About this exercise → Pull from the data below each line where the word "KIERBOESVEJ" occurs, and copy it.

Data →
........

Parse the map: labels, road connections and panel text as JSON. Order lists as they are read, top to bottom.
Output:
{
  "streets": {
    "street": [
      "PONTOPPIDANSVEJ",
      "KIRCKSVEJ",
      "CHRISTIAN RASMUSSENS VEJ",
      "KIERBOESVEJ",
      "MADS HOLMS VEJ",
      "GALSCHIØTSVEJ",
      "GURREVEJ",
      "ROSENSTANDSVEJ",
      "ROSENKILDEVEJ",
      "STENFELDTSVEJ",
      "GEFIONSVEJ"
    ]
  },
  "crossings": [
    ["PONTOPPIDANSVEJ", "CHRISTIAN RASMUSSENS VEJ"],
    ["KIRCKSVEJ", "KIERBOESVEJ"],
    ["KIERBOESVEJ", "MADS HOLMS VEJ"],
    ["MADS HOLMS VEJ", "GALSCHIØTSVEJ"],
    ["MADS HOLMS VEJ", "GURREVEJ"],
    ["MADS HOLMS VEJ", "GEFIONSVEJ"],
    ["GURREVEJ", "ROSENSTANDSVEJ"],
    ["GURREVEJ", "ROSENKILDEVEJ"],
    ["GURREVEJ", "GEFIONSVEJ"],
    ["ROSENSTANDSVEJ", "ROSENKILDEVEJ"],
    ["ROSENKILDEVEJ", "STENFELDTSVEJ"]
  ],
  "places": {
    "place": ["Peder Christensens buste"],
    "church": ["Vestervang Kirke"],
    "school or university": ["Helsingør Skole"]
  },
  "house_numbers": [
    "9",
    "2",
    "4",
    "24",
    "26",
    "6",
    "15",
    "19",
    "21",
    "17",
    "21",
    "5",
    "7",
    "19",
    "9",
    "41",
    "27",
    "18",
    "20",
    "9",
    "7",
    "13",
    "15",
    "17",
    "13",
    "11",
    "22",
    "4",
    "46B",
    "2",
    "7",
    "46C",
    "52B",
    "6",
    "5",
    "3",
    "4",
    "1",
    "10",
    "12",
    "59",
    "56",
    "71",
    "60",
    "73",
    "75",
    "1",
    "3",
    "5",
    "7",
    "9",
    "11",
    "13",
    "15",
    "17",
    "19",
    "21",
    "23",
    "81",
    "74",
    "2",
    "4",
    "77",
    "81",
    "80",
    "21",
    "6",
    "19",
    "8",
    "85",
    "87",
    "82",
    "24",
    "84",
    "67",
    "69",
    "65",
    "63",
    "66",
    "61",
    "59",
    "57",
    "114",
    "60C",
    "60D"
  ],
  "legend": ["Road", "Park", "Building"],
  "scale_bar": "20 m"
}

........

Exercise solution →
      "KIERBOESVEJ",
    ["KIRCKSVEJ", "KIERBOESVEJ"],
    ["KIERBOESVEJ", "MADS HOLMS VEJ"],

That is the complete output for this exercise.